Lors de l’appel d’Agricom, Christian Taillon venait de récolter sept parcelles de chanvre. Pour chacune, il a pu noter sur son téléphone intelligent des observations et les rendements. « Pendant la saison de culture, je me sers d’AgPad à tous les jours, au moins cinq fois par jour, dit-il. Nous faisons beaucoup d’essais dans un même champ et je note tout. »

Quand un certificateur d’Ecocert se présente pour une visite au champ, AgPad s’avère plutôt pratique. Une question? Christian Taillon a tout l’historique du champ dans sa poche. Il est si convaincu qu’il a fait entrer les données des calepins des quatre dernières années dans AgPad, pour y avoir accès instantanément. « Un jour, j’aurai dix ans d’historique dans mon cellulaire, dit-il. Ce sera encore plus intéressant. »

L’infonuagique agricole facilite aussi le travail des conseillers. Martine Bergeron, agronome au Club-conseil Pro-Vert, suit une dizaine de producteurs qui mettent AgPad à l’essai. « Si je vais au champ et que j’observe une baisse de rendement, je peux consulter l’historique du champ, sans la présence du producteur, dit-elle. Avec toute l’information à portée de la main, je peux affiner mon diagnostic. »

L’analyse des rendements peut se faire à distance. « Quand j’ai un dossier à monter, par exemple pour un PAEF (plan agroenvironnemental de fertilisation), j’ai accès à l’information rapidement, illustre Martine Bergeron. Je n’ai plus à me rendre chez le producteur. »

 

Vers l’automatisation

Tous n’ont pas la minutie de Christian Taillon quand vient le temps de documenter les interventions aux champs. En fait, sur la centaine de producteurs qui se sont abonnés à AgPad, seule une quinzaine en font un usage régulier. Le principal obstacle est la difficulté de prendre l’habitude de noter tout ce que l’on fait. « Quand on travaille 12 à 14 heures par jour sur un chantier de foin, c’est difficile de tout noter, même pour nous! », reconnaît Nicolas Lavoie.

Les fondateurs d’AgPad avaient prévu le coup. Ils savent très bien que le frein au déploiement de l’infonuagique agricole n’est pas la disponibilité de la technologie, mais plutôt la collecte des données. La solution : l’automatisation. « Pourquoi se fier à l’humain pour la collecte de données alors que les machines peuvent la faire encore mieux? », lance Guillaume Dallaire.
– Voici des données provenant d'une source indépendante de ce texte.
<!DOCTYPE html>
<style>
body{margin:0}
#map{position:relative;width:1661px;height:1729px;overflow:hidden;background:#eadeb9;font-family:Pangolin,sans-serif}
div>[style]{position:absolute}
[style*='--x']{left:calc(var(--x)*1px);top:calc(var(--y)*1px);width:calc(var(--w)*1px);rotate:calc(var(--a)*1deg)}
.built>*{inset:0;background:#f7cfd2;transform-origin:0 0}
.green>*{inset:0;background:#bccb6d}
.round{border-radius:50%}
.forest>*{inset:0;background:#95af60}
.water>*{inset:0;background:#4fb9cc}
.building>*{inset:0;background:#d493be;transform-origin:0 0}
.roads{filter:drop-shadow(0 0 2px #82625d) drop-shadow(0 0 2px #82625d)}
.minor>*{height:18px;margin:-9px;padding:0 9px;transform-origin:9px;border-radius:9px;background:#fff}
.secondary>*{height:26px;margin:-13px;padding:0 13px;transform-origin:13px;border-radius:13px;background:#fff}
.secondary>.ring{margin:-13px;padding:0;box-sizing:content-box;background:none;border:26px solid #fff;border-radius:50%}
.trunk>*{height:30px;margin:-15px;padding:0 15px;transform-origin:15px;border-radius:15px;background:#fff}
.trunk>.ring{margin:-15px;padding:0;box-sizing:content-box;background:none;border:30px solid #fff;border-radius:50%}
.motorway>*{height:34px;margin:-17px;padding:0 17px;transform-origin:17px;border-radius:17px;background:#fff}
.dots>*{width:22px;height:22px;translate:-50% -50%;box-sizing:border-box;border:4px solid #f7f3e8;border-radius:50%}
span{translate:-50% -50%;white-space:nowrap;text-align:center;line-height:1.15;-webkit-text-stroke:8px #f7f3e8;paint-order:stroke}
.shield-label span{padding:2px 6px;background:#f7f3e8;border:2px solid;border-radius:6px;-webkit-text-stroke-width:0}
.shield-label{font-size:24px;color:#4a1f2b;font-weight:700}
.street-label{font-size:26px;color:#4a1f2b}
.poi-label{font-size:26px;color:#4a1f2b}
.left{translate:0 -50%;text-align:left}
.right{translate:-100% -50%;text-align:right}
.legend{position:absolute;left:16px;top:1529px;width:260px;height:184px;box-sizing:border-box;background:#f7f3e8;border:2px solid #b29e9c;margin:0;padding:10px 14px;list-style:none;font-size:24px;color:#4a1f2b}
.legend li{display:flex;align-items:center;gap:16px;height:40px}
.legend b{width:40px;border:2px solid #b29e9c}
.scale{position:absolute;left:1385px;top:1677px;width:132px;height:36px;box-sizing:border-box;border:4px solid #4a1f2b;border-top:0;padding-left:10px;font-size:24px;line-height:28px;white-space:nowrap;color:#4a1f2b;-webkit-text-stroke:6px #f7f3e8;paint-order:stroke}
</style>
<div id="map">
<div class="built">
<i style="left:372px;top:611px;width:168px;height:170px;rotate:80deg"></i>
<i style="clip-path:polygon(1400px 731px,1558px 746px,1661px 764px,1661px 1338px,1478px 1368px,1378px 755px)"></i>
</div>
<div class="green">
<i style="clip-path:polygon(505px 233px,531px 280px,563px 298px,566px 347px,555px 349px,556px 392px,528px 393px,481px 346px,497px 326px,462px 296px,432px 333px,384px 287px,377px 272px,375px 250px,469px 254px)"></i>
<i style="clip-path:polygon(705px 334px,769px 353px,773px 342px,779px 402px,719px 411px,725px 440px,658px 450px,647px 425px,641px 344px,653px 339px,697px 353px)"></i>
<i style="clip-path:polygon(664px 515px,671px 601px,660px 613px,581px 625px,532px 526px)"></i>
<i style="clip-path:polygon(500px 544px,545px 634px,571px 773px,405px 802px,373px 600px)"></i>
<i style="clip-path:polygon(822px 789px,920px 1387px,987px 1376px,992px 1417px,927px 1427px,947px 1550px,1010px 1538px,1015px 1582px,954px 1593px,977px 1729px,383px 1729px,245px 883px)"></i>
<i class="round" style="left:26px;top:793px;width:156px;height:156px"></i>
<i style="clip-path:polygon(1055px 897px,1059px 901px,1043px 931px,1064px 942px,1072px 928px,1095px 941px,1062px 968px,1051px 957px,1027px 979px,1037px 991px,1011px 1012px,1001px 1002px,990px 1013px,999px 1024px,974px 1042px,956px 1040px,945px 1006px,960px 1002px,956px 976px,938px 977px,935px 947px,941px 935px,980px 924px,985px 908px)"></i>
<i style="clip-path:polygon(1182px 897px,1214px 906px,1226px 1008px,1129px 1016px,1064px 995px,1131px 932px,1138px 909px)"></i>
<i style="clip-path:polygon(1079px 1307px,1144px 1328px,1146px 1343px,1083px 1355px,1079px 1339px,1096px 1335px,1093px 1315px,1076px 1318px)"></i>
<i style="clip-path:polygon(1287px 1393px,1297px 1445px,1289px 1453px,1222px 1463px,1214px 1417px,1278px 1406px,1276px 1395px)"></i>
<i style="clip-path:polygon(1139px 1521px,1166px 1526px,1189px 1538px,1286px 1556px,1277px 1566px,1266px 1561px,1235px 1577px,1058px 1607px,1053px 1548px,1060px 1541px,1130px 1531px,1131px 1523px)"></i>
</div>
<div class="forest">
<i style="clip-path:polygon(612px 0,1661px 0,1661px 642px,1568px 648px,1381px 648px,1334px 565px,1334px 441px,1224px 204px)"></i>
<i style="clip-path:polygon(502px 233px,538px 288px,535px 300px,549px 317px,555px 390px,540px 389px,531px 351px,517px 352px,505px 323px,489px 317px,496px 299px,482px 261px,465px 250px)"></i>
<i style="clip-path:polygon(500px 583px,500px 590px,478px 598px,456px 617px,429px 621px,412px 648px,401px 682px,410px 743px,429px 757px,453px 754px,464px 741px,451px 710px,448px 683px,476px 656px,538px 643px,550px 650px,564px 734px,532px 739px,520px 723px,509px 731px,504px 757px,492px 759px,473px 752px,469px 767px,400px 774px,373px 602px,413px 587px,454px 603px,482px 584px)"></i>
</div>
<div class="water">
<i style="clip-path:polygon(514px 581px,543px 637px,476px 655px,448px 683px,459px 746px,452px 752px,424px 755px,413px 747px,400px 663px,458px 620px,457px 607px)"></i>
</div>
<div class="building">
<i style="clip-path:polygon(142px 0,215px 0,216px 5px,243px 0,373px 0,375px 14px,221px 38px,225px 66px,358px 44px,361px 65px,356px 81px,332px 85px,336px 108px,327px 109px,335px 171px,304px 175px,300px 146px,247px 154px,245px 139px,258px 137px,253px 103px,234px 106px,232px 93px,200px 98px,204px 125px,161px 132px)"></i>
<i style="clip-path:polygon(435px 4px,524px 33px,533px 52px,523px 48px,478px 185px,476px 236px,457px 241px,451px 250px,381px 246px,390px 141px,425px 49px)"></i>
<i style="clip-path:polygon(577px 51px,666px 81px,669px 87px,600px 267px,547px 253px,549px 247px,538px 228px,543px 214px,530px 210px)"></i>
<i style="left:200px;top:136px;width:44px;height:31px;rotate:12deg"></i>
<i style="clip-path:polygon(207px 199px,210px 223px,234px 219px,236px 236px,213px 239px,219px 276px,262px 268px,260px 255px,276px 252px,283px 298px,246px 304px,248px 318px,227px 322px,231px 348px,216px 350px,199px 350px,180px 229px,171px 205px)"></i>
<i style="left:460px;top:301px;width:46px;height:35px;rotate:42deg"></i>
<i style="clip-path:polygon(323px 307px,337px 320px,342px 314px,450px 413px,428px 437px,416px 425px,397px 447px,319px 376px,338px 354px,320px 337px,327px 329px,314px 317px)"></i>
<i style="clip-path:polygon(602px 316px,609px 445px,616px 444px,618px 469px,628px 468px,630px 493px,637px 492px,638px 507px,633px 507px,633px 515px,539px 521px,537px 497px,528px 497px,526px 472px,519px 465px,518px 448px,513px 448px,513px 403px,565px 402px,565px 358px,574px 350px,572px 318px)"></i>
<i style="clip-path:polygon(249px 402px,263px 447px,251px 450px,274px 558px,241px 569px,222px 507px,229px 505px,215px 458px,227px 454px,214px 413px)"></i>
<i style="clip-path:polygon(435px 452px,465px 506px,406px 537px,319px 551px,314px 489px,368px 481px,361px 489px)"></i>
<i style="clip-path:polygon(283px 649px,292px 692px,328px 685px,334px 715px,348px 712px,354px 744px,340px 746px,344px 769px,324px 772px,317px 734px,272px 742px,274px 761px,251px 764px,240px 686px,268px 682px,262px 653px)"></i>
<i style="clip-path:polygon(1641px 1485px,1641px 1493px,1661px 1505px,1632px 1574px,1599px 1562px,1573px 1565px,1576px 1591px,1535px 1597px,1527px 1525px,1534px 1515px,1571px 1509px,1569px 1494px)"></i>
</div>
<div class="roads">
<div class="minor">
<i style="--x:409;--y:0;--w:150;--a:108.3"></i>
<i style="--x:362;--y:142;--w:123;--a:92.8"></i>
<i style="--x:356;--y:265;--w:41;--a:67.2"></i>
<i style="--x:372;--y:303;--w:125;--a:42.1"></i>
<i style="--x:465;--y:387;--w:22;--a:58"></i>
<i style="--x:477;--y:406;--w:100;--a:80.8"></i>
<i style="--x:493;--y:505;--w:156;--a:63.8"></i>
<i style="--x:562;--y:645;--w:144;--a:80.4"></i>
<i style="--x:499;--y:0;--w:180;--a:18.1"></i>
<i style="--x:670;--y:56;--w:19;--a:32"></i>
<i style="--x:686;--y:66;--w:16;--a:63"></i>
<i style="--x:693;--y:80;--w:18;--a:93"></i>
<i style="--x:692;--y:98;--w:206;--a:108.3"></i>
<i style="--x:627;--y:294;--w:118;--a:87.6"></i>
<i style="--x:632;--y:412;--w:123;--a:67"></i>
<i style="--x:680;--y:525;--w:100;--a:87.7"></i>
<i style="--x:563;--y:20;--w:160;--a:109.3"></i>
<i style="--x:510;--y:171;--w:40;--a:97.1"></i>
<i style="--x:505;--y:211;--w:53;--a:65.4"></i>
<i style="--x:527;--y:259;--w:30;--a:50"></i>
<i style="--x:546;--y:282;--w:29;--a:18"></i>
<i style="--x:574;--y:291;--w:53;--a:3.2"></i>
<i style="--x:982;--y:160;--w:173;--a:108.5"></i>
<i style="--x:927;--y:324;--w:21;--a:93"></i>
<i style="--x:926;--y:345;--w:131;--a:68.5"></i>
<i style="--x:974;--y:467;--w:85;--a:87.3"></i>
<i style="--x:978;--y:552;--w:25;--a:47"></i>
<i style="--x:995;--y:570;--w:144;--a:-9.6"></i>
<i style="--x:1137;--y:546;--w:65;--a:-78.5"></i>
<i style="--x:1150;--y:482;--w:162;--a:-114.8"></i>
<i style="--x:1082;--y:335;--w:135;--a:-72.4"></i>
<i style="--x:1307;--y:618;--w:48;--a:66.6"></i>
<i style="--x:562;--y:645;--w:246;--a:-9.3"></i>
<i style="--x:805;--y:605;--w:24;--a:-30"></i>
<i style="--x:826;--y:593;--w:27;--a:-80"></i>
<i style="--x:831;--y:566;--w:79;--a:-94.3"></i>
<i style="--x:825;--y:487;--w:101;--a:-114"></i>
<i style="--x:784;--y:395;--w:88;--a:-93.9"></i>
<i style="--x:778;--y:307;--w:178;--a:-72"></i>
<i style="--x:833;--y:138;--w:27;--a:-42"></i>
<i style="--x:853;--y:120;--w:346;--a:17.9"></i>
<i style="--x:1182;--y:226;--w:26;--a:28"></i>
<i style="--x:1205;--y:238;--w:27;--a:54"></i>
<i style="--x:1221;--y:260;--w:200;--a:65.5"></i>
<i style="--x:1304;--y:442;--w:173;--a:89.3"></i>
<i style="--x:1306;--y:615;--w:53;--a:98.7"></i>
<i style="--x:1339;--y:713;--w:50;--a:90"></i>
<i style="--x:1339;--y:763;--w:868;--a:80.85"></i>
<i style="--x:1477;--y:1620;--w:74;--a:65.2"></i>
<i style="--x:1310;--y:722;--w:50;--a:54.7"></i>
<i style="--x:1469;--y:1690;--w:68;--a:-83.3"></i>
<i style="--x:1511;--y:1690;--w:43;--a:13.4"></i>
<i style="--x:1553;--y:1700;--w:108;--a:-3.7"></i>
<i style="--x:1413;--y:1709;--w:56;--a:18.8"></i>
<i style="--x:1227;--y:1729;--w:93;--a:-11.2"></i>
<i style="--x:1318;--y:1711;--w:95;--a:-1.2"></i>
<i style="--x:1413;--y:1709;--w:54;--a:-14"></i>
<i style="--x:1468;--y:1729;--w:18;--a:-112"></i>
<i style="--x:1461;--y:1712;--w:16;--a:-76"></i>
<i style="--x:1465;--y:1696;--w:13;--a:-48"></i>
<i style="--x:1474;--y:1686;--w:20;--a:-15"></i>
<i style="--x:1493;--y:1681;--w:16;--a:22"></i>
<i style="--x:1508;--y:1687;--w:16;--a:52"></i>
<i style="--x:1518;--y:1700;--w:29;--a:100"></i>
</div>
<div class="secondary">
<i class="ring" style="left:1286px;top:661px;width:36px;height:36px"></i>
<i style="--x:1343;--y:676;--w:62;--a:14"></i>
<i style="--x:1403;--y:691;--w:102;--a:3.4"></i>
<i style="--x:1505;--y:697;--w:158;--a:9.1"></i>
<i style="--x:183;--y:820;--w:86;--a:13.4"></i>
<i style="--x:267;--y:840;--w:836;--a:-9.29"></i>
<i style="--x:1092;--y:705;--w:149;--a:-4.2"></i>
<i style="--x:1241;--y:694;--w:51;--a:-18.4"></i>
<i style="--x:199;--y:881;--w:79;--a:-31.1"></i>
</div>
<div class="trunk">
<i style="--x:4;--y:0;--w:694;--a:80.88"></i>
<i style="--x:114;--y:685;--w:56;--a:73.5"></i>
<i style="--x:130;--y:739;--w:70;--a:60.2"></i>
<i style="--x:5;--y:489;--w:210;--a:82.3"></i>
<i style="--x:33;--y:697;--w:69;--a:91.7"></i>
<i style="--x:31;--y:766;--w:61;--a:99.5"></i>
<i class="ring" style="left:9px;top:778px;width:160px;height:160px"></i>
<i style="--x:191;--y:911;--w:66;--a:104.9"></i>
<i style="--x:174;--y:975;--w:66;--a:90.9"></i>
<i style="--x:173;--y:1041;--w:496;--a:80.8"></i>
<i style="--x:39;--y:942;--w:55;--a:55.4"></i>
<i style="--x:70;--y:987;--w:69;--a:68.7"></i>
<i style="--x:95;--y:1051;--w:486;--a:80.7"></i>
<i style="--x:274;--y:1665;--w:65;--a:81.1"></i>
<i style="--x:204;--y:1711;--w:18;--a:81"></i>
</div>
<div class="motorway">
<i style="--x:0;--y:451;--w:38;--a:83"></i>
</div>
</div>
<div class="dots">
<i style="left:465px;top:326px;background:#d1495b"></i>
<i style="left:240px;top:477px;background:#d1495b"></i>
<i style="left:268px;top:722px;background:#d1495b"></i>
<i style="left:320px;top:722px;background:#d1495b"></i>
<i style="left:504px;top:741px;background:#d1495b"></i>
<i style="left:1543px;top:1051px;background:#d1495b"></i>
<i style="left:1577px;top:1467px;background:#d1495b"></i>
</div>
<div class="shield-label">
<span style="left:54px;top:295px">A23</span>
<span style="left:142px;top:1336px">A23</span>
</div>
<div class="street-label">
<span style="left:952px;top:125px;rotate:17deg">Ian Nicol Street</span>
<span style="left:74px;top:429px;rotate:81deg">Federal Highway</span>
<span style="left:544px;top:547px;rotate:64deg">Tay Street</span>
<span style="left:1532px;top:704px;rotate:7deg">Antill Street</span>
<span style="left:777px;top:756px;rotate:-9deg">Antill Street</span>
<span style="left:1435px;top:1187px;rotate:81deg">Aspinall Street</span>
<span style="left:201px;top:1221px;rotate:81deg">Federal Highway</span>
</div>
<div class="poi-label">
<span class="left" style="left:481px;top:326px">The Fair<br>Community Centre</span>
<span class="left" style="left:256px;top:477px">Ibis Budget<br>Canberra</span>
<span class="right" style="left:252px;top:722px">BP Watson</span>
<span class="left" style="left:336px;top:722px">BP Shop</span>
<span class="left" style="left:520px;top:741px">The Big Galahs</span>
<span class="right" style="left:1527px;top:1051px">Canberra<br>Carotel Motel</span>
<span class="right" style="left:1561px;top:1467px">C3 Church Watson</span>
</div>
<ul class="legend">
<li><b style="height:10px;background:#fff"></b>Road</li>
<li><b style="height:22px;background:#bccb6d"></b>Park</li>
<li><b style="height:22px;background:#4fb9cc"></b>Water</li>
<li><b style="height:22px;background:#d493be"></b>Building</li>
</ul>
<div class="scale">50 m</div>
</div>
De petites « boîtes noires » ont donc été assemblées pour des essais sur des tracteurs. Elles comprennent un mini-ordinateur, un GPS et une antenne wi-fi, toutes des composantes informatiques peu chères. Le tracteur qui rentre à la ferme enverra automatiquement sur AgPad tous ses déplacements de la journée.

D’autres dispositifs s’ajouteront sur des équipements et communiqueront leurs données à la boîte noire du tracteur. Sur une presse, par exemple, le nombre de balles comptées pourrait s’ajouter sur AgPad sans intervention humaine. Les données d’un semoir ou du capteur de rendement de la moissonneuse-batteuse pourront aussi s’ajouter d’elles-mêmes à la base de données. « On entend souvent dire que les données de la batteuse restent dans la batteuse, dit Guillaume Dallaire. Ce ne sera plus le cas. »

Pour l’instant, ces dispositifs pour l’automatisation de la collecte de données sont à l’essai ou en développement. Nicolas Lavoie et Guillaume Dallaire n’en sont pas rendus à déterminer leur plan d’affaires, mais une chose est certaine : AgPad et ses accessoires demeureront abordables et pourront s’utiliser sans renouveller les parcs de machinerie.